The present invention relates to continuously monitoring the function of nuclear radiation measuring channels.
Nuclear reactors are extensively equipped with measuring and protective equipment and combinations thereof. Such equipment includes, for example, multiple radiation detection and measuring channels, each having an ionization chamber. A typical channel is for example provided for measuring the power of the reactor for various reasons, last but not least for reasons of safety. Such a measuring channel must be quite reliable and, therefore, its proper functioning has to be supervised.
Ionization chambers used for measuring nuclear radiation are, for example, disclosed in principle as well as in regard to circuit details in "Strahlung und Strahlungsme.beta.technik in Kernkraftwerken", Elitera 1974, pages 118, 119, FIGS. 3/1, 3/2, 3/3. Ionization chambers of that type are, for example, disposed in between the fuel element bundles in the core of the reactor. The ionization chambers operate in principle in that they detect the electric current resulting from the movement of ions produced by the nuclear radiation. This current is used as a criterium for the intensity of the radiation to be measured.

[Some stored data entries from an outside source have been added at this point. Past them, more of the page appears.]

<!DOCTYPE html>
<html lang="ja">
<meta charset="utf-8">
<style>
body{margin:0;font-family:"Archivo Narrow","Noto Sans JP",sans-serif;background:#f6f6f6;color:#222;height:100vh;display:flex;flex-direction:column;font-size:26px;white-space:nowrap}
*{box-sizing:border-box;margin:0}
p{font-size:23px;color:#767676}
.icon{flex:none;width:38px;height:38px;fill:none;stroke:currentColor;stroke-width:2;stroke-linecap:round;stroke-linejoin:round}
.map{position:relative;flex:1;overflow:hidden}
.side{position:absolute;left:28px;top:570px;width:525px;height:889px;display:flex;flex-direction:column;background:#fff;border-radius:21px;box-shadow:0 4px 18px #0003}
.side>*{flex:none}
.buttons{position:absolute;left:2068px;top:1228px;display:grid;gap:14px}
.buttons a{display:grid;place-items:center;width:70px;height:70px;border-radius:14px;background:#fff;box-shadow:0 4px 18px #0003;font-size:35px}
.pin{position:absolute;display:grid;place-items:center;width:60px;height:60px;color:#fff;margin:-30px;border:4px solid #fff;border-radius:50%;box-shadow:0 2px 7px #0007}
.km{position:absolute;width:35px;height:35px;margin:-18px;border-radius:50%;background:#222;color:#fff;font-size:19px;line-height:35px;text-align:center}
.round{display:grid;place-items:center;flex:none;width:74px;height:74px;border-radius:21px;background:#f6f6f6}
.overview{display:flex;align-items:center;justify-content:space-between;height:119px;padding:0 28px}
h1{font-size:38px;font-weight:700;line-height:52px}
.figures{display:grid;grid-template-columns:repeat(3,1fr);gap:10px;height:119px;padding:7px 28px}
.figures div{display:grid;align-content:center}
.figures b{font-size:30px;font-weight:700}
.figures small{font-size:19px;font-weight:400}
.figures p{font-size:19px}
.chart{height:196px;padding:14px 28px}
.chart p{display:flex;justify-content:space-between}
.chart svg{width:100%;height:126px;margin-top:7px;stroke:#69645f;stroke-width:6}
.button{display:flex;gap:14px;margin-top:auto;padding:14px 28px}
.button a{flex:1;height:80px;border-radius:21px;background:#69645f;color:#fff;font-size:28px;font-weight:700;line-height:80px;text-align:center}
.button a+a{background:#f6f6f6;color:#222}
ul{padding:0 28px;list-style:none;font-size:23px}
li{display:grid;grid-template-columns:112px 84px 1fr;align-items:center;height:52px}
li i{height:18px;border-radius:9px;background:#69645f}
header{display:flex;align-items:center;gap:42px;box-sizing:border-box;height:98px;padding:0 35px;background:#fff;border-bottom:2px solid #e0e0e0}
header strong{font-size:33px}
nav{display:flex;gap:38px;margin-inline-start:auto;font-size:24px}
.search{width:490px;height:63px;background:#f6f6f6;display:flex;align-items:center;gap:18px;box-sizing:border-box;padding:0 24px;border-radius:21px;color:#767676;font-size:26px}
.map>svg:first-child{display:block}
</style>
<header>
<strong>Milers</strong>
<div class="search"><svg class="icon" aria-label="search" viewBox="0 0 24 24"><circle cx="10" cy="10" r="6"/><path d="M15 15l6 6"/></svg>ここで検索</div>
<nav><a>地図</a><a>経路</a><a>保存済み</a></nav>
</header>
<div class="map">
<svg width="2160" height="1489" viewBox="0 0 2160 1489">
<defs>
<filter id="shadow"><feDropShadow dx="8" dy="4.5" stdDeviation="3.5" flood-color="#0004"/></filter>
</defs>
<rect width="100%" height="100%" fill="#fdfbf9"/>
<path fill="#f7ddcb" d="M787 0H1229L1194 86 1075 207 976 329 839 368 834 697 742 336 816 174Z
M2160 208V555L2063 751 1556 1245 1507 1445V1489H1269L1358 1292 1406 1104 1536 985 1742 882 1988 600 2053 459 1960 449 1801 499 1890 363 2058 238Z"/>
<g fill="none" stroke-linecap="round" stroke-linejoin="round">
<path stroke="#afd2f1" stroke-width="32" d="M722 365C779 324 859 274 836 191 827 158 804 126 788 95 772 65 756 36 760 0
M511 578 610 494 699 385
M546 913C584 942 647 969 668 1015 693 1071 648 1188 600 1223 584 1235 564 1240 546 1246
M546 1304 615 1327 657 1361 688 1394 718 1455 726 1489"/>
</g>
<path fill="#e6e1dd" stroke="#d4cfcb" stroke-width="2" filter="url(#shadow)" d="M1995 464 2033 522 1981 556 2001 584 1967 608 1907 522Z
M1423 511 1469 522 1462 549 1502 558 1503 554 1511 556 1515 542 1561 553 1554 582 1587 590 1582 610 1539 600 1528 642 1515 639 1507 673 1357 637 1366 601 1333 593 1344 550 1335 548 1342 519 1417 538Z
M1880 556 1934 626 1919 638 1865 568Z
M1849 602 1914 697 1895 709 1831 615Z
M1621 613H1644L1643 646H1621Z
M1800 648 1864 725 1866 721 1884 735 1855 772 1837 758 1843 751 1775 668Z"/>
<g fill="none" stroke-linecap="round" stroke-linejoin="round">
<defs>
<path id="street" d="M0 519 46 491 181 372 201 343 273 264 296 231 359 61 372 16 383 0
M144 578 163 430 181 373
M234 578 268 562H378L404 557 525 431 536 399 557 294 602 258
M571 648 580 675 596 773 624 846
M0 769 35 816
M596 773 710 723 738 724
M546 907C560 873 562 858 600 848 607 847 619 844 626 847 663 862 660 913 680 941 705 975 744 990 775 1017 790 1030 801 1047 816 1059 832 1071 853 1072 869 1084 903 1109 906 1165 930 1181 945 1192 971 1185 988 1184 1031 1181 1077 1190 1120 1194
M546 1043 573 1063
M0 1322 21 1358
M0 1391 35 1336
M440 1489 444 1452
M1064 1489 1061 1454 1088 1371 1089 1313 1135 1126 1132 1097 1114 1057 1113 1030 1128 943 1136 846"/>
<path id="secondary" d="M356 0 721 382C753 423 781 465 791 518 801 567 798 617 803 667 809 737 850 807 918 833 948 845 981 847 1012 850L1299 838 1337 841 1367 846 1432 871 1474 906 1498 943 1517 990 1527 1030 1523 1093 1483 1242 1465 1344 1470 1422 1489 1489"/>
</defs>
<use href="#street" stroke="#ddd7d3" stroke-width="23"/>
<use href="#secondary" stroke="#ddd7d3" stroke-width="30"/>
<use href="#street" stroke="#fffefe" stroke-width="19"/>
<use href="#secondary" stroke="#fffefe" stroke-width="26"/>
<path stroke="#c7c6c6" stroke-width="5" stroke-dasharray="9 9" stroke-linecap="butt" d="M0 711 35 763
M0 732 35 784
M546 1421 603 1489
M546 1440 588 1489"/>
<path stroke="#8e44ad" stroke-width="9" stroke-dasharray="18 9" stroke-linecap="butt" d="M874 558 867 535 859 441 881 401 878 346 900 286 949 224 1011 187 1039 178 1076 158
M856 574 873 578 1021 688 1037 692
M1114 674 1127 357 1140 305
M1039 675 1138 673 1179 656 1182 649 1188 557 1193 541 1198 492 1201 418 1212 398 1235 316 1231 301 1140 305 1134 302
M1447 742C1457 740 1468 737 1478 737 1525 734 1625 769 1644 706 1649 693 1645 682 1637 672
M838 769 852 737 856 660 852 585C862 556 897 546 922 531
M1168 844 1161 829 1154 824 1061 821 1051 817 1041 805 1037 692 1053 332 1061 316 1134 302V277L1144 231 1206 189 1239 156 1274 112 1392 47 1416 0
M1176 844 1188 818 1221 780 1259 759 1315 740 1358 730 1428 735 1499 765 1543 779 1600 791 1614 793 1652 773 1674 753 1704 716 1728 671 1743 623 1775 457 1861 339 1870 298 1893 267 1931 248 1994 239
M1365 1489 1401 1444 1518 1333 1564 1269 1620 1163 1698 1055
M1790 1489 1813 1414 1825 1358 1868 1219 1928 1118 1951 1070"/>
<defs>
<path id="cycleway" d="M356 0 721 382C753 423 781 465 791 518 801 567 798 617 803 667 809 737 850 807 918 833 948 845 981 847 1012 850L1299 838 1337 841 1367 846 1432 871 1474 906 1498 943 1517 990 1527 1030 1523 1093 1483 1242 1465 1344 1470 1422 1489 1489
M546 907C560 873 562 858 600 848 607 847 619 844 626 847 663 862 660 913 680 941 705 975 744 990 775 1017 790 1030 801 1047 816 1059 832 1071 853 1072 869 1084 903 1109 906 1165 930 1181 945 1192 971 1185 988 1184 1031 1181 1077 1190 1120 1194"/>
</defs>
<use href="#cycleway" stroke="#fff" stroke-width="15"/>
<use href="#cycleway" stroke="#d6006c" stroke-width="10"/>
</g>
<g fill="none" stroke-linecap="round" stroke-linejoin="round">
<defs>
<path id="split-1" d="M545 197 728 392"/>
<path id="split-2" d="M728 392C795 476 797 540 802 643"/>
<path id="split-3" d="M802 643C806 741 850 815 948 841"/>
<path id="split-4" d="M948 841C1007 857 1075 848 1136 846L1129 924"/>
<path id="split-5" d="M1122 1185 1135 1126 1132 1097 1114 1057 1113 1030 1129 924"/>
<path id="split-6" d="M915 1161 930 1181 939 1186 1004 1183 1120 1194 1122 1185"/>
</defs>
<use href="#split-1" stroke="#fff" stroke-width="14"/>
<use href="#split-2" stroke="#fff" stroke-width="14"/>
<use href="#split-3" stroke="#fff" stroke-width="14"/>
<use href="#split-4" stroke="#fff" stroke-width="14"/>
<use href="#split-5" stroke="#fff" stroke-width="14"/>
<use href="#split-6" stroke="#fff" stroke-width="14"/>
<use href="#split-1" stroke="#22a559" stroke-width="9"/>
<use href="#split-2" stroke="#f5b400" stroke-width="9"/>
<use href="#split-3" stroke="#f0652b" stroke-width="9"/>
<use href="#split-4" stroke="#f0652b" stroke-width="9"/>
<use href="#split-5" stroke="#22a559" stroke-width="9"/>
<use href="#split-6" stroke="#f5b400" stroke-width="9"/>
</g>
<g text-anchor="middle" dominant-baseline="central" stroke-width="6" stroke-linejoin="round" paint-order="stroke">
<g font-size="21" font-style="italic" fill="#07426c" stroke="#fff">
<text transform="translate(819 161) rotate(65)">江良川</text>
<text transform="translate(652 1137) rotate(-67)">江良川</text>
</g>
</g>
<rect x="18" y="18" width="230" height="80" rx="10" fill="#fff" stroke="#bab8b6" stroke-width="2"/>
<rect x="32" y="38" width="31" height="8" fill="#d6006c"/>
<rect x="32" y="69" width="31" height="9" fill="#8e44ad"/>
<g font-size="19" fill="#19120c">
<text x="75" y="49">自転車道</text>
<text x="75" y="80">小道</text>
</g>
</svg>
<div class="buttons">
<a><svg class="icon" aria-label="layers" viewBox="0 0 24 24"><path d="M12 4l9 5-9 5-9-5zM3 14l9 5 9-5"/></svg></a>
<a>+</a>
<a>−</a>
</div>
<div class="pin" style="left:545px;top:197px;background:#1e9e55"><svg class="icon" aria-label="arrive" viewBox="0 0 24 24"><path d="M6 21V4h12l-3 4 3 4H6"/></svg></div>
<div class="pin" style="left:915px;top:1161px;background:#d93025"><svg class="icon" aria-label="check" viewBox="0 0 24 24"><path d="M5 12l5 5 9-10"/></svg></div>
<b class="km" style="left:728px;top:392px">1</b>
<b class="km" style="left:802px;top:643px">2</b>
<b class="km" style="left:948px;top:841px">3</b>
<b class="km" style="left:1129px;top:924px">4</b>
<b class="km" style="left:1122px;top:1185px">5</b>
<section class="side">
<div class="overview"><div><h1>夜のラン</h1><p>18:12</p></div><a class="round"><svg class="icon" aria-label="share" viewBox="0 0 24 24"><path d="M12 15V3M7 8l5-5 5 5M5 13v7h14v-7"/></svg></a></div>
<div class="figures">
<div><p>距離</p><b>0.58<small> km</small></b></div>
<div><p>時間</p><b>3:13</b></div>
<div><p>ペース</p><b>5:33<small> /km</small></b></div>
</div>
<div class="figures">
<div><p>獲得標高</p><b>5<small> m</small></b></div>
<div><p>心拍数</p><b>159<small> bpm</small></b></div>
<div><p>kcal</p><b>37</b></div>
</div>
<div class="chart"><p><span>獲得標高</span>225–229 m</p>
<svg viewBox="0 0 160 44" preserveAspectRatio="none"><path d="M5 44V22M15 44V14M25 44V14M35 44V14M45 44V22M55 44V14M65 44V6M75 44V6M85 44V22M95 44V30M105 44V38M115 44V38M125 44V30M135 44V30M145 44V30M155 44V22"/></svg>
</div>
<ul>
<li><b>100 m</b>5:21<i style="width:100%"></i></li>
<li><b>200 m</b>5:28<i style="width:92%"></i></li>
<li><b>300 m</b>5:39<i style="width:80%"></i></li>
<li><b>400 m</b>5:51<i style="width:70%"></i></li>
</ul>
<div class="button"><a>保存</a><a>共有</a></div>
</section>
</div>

Considering a measuring channel, only the ionization chamber thereof being so to speak the front-end element, is exposed directly to the radiation. Accordingly, electrical conductors and cables are run between that ionization chamber in the reactor core and e.g. a console, panel or display board. These cables are, for example, insulated with a ceramic material. It is inherent that at least a portion of that cable is subjected extensively to nuclear radiation. Also, the thermal load on these cables is quite high. It was found that on a long term basis, these thermal and radiation load conditions reduce the insulating resistance of the cable. Also, such ceramic insulation is quite sensitive against penetration of moisture; already very small quantities of moisture penetrating the ceramic reduces drastically the insulative strength of that cable. The invention is not concerned with cable engineering, but is based on cognizance of these conditions and problems.
It was observed that these various interferences produce a leakage current in the cable which may become as large as the signal and measuring current from the ionization chamber so that, on one hand, these currents are no longer distinguishable and on the other hand, the measured resultant current is quite incorrect. It can readily be seen that particularly for reasons of safety such a condition is intolerable.
The literature citation introduced above mentions particularly on page 172 test equipment generally for recognizing dangerous operating conditions. This test equipment includes particularly insulation measuring devices. However, they include inherently high voltage components and DC amplifier units and such components are quite expensive and occupy significant amounts of space.